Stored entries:
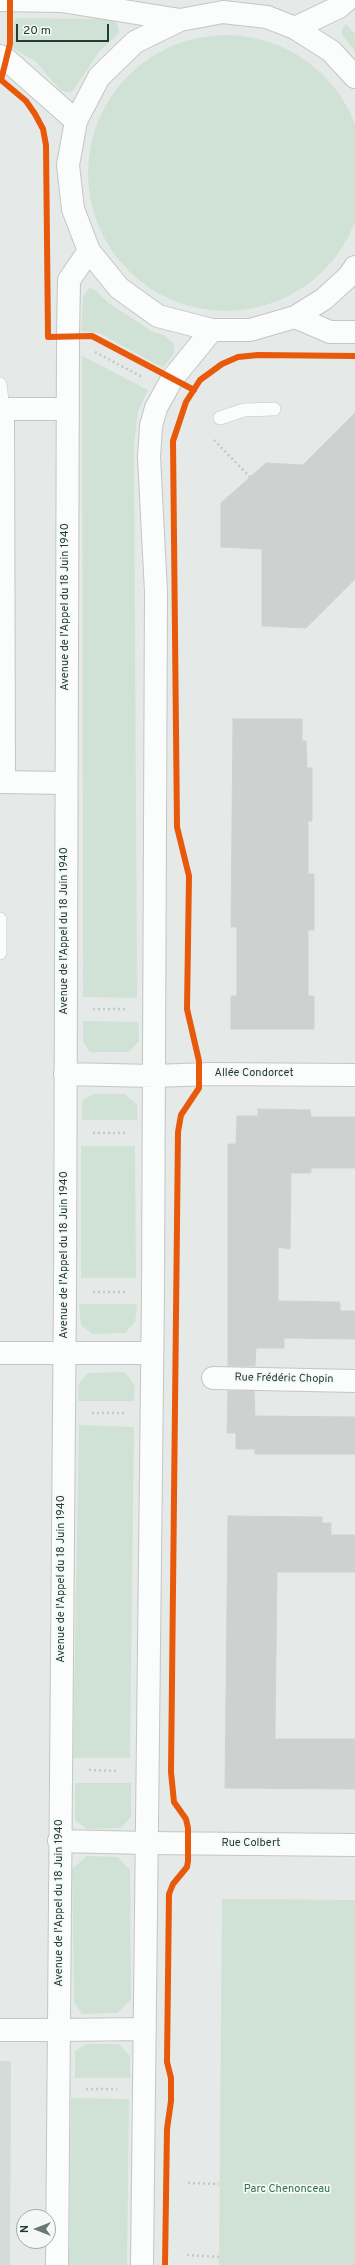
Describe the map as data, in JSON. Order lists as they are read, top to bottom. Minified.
{"streets":{"street":["Avenue de l'Appel du 18 Juin 1940","Allée Condorcet","Rue Frédéric Chopin","Rue Colbert"]},"crossings":[["Avenue de l'Appel du 18 Juin 1940","Allée Condorcet"],["Avenue de l'Appel du 18 Juin 1940","Rue Colbert"]],"parks":["Parc Chenonceau"],"scale_bar":"20 m","north":"left"}
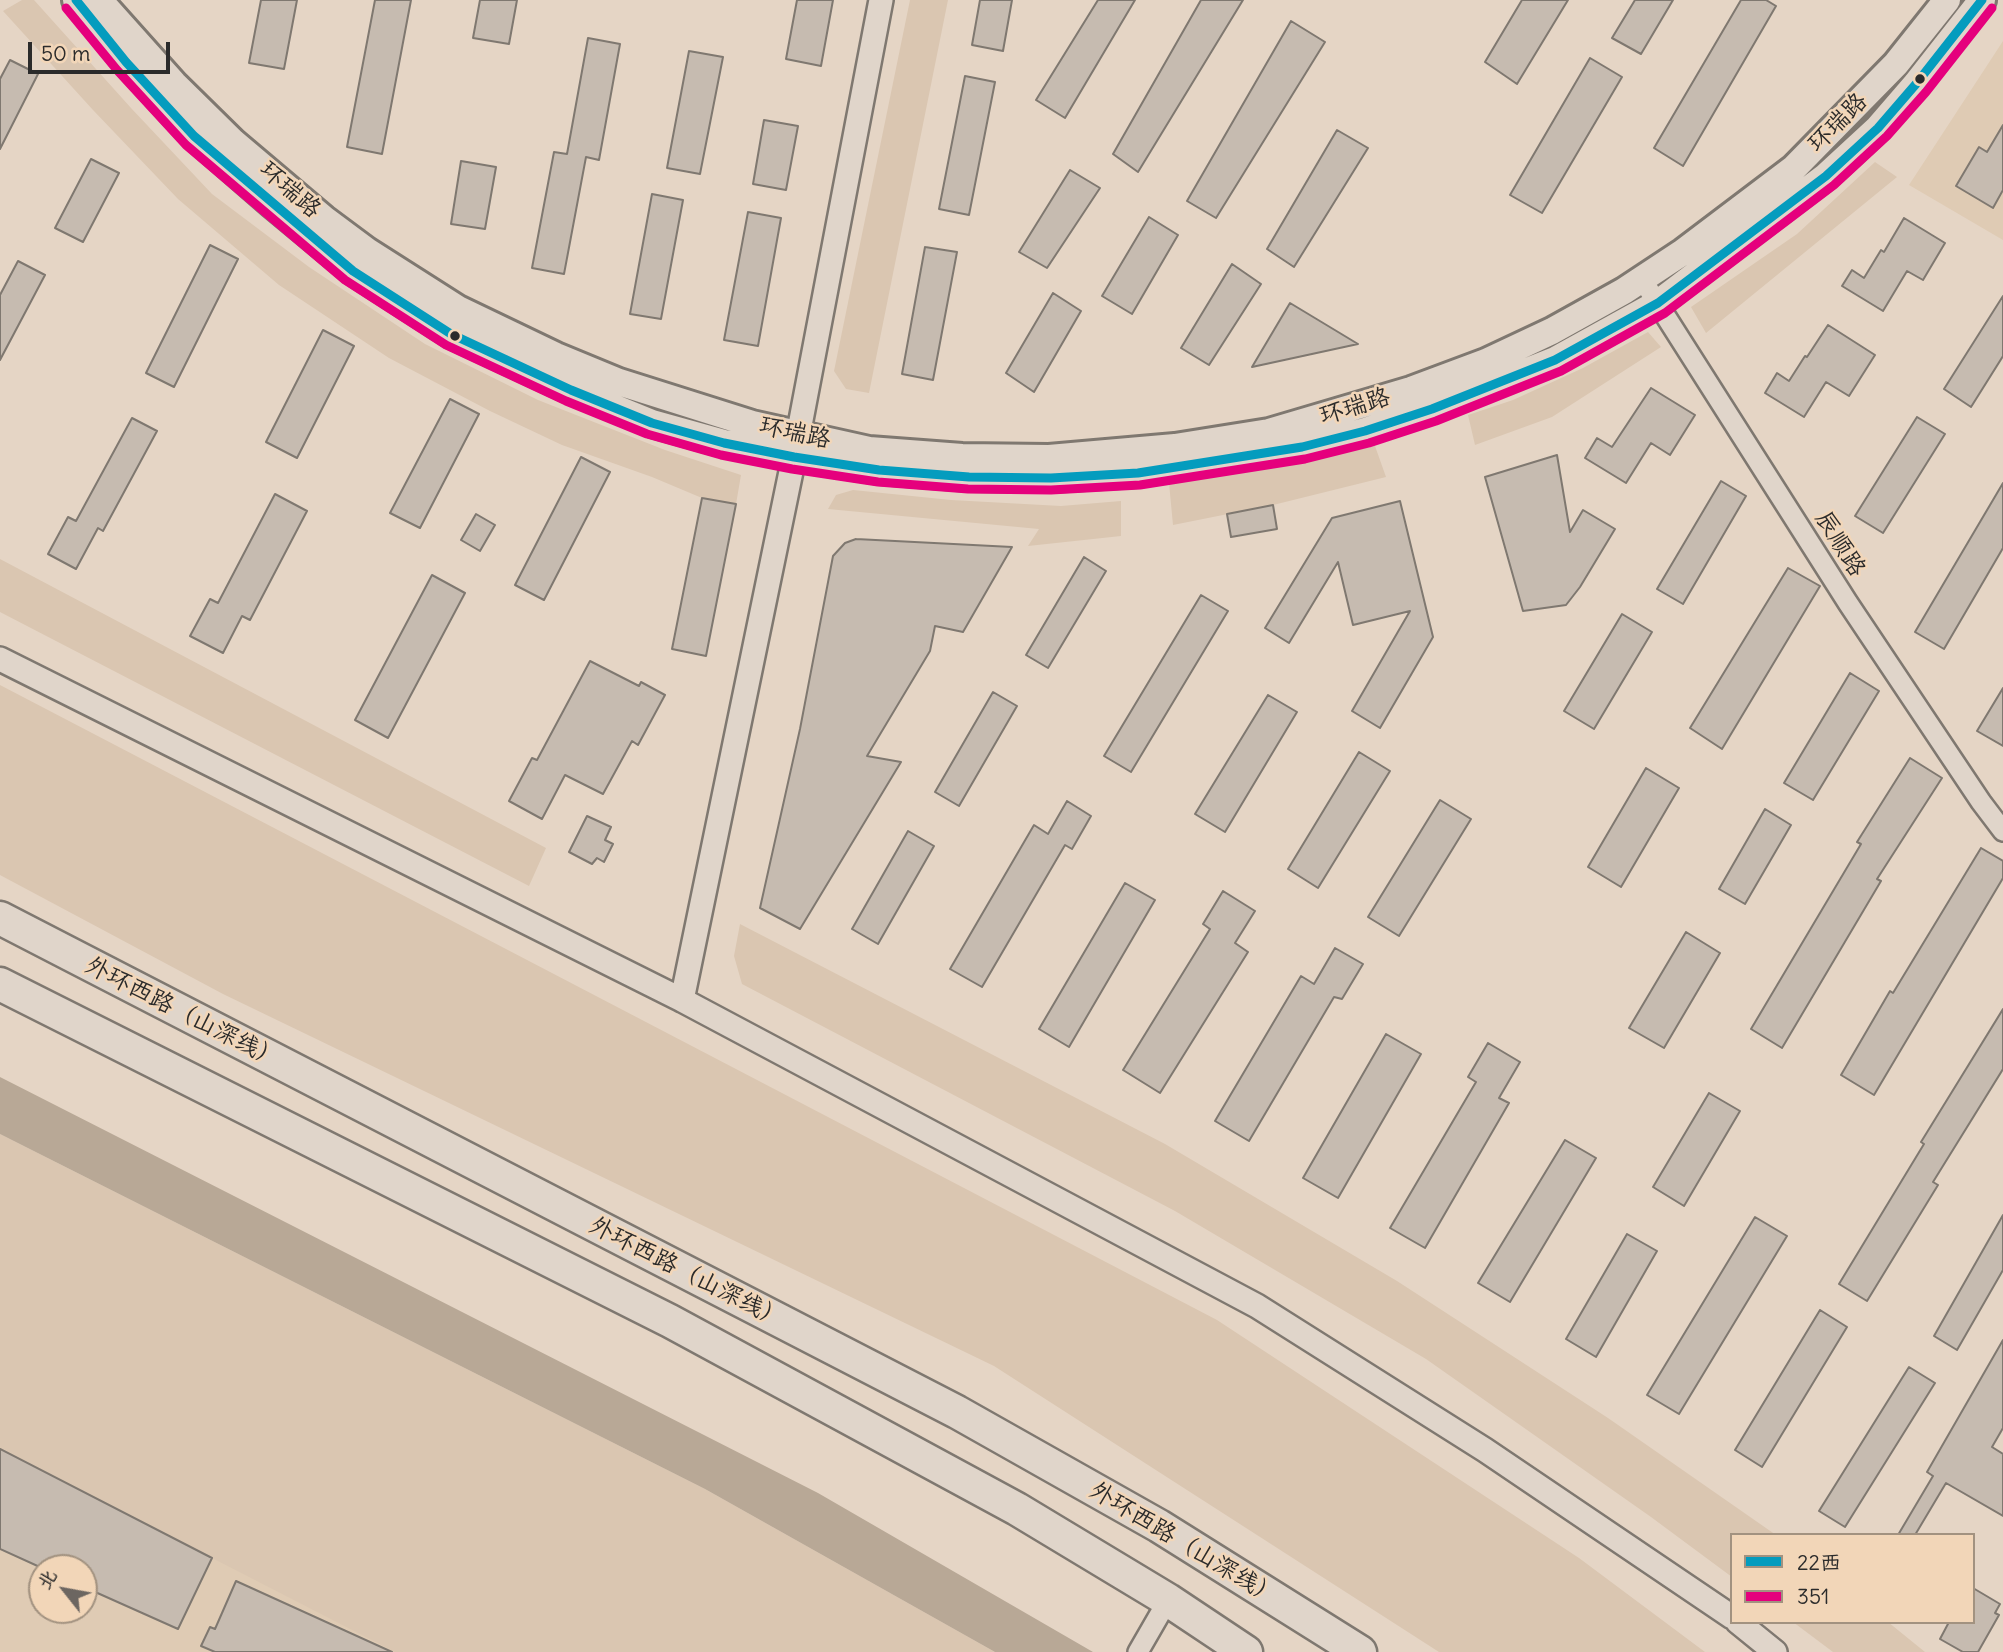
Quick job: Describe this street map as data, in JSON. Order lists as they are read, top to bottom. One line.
{"streets":{"highway":["外环西路（山深线）"],"main road":["环瑞路"],"street":["辰顺路"]},"crossings":[["环瑞路","辰顺路"]],"lines":["transit line 22西","transit line 351"],"legend":["22西","351"],"scale_bar":"50 m","north":"top left"}
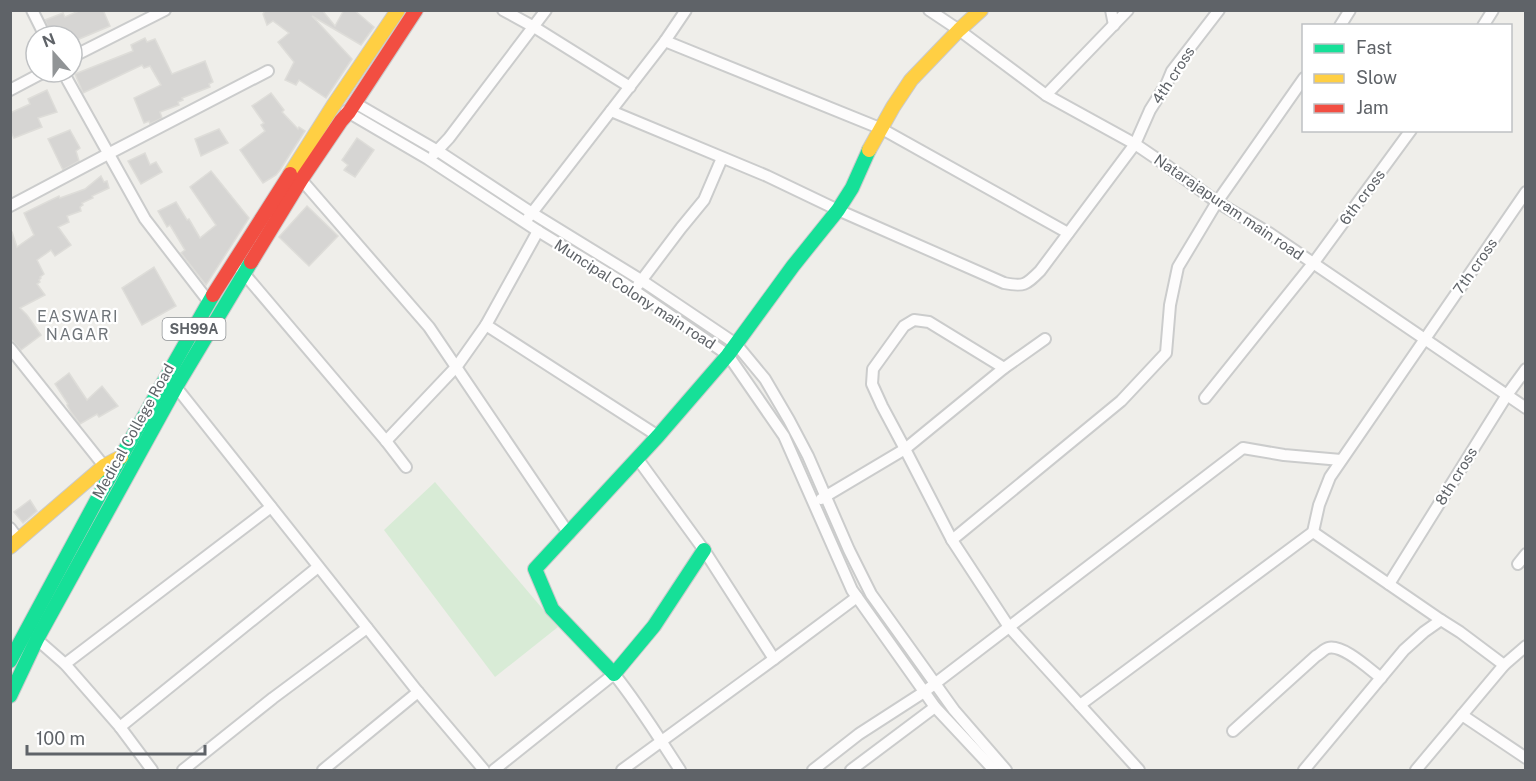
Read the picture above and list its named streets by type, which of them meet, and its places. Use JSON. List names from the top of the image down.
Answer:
{
  "streets": {
    "main road": ["SH99A", "Medical College Road"],
    "street": [
      "4th cross",
      "6th cross",
      "Natarajapuram main road",
      "7th cross",
      "Muncipal Colony main road",
      "8th cross"
    ]
  },
  "crossings": [
    ["4th cross", "Natarajapuram main road"],
    ["6th cross", "Natarajapuram main road"],
    ["Natarajapuram main road", "7th cross"],
    ["Natarajapuram main road", "8th cross"],
    ["Muncipal Colony main road", "Medical College Road"]
  ],
  "districts": ["EASWARI NAGAR"],
  "legend": ["Fast", "Slow", "Jam"],
  "scale_bar": "100 m",
  "north": "top"
}
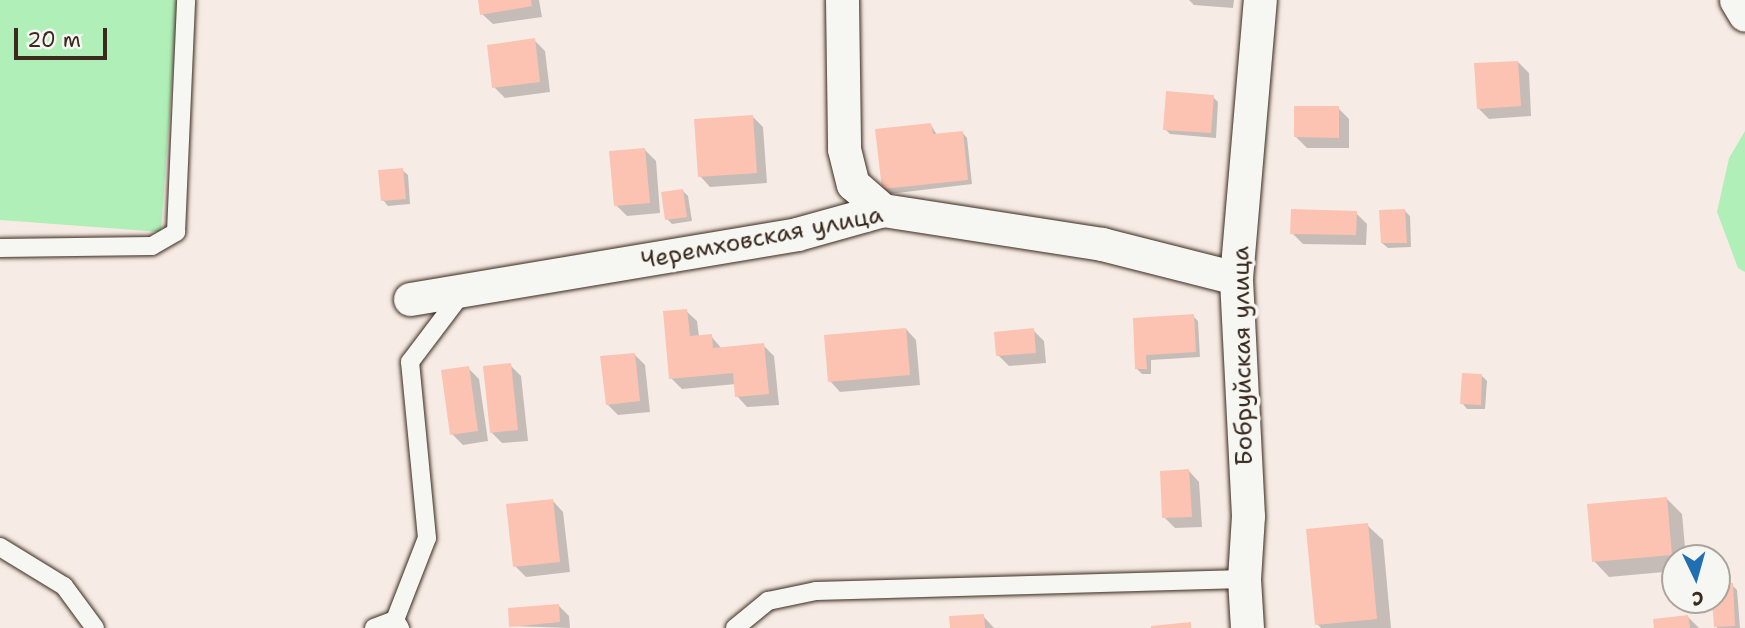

**Exercise prompt:**
Leaving out every picture, repeat the records above exactly as they stand.

**Task response:**
Describe the map as data, in JSON. Order lists as they are read, top to bottom. Minified.
{"streets":{"street":["Avenue de l'Appel du 18 Juin 1940","Allée Condorcet","Rue Frédéric Chopin","Rue Colbert"]},"crossings":[["Avenue de l'Appel du 18 Juin 1940","Allée Condorcet"],["Avenue de l'Appel du 18 Juin 1940","Rue Colbert"]],"parks":["Parc Chenonceau"],"scale_bar":"20 m","north":"left"}
Quick job: Describe this street map as data, in JSON. Order lists as they are read, top to bottom. One line.
{"streets":{"highway":["外环西路（山深线）"],"main road":["环瑞路"],"street":["辰顺路"]},"crossings":[["环瑞路","辰顺路"]],"lines":["transit line 22西","transit line 351"],"legend":["22西","351"],"scale_bar":"50 m","north":"top left"}
Read the picture above and list its named streets by type, which of them meet, and its places. Use JSON. List names from the top of the image down.
Answer:
{
  "streets": {
    "main road": ["SH99A", "Medical College Road"],
    "street": [
      "4th cross",
      "6th cross",
      "Natarajapuram main road",
      "7th cross",
      "Muncipal Colony main road",
      "8th cross"
    ]
  },
  "crossings": [
    ["4th cross", "Natarajapuram main road"],
    ["6th cross", "Natarajapuram main road"],
    ["Natarajapuram main road", "7th cross"],
    ["Natarajapuram main road", "8th cross"],
    ["Muncipal Colony main road", "Medical College Road"]
  ],
  "districts": ["EASWARI NAGAR"],
  "legend": ["Fast", "Slow", "Jam"],
  "scale_bar": "100 m",
  "north": "top"
}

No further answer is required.